Together with personal property now located in the dwelling on said property consisting of miscellaneous furniture and furnishings.

Together with all the right, title and interest which these Grantors may have in and to all the land adjoining the face of the sea wall and the bulkhead between the easterly boundary of the above tract and the waters of Long Island Sound.

The plaintiffs are still the owners and in possession of the premises described in paragraph 1 of this complaint.

Although the aforesaid deed given by the defendants to the plaintiffs describes said property as having a frontage of ninety-two (92) feet on Beit Street and as shown on a plan entitled "Highway Park Realty Development Property at Pleasure Beach in the Town of Waterford, Conn., belonging to Highland Realty Company, March, 1948" as on file in the office of the Town Clerk of said Waterford, the defendnats [defendants] have erected and are continuing to maintain a fence across the entire width of said Beit Street at its intersection with Reed Avenue.

Before plaintiffs purchased the property they demanded that a fence previously erected across Beit Street by defendants be moved to the north so that there would be access to Beit Street along the entire frontage. Defendants complied with this demand. In other words, plaintiffs made it clear that they were to have access to and from their property along the entire frontage on Beit Street. The fence as now located on Beit Street prevents access to and from that portion of plaintiffs' property along the Beit Street frontage.

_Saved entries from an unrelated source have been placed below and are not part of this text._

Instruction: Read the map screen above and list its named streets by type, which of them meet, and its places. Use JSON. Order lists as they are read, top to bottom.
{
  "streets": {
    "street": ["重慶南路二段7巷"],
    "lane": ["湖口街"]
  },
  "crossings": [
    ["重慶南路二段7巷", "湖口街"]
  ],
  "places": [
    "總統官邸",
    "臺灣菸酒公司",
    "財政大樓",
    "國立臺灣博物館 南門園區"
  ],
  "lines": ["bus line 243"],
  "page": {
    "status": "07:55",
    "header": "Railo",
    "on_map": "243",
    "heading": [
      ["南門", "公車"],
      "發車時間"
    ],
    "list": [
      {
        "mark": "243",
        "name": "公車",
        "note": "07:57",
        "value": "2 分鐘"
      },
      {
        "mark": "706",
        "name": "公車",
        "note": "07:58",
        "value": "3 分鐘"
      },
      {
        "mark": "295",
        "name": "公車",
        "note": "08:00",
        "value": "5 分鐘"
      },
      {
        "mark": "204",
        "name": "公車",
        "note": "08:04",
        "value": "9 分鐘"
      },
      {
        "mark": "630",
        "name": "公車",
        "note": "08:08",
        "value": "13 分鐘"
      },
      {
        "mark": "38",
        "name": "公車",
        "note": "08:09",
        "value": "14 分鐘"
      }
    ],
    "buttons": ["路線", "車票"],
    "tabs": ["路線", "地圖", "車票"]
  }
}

It is well settled that "where an owner of land causes a map to be made of it upon which are delineated separate lots and streets and highways by which access may be had to them, and then sells the lots, referring in his conveyances to the map, the lot owners acquire the right to have the streets and highways thereafter kept open for use in connection with their lands." Whitton v. Clark, 112 Conn. 28, 32, 151 A. 305; Lake Garda v. D'Arche, 135 Conn. 449, 453. The test of the right to use property as a street is whether the street so shown is or may be of benefit under any situation reasonably to be anticipated. Lake Garda v. D'Arche, supra. Property with this much frontage adjoining a street or right of way may be put to a variety of uses beneficial to the owner. The deed from these defendants to these plaintiffs described the land conveyed as bounded upon this proposed street and defendants are now estopped to deny the existence of a street at least sufficient to entitle the plaintiffs to a right of way over the land referred to. Buckley v. Maxson, 120 Conn. 511.

The issues are found for the plaintiffs on the complaint and cross complaint. Judgement may enter ordering defendants to remove the fence or fences preventing plaintiffs' access to Beit Street from Reed Avenue and from their property bordering on said Beit Street and a permanent injunction restraining future interference with the rights of plaintiffs in said Beit Street. Compliance within two weeks. Parmelee, J.

The Law

Res Judicata — Collateral Estoppel — Law of the Case

Res Judicata

The doctrine of res judicata, or "claim preclusion," provides that a former judgment may serve as an absolute bar to a subsequent action involving claims which were actually made or which might have been made in the original cause of action. Connecticut Water Co. v. Beausoleil, 204 Conn. 38, 43, 526 A.2d 1329 (1987); see Virgo v. Lyons, 209 Conn. 497, 501-02, 551 A.2d 1243 (1988). "When a valid and final personal judgment is rendered in favor of the plaintiff: (1) the plaintiff cannot thereafter maintain an action on the original claim or any part thereof. . . ." See Orselet v. DeMatteo, 206 Conn. 542, 545, 539 A.2d 95 (1988). "Our rules of res judicata are based on the public policy that `a party should not be allowed to relitigate a matter which it already has had an opportunity to litigate.'" (Citations omitted.)Duhaime v. American Reserve Life Insurance Co., 360, 363-64, 511 A.2d 333 (1986); see also Orselet v. DeMatteo, 206 Conn. 542, 539 A.2d 95 (1988).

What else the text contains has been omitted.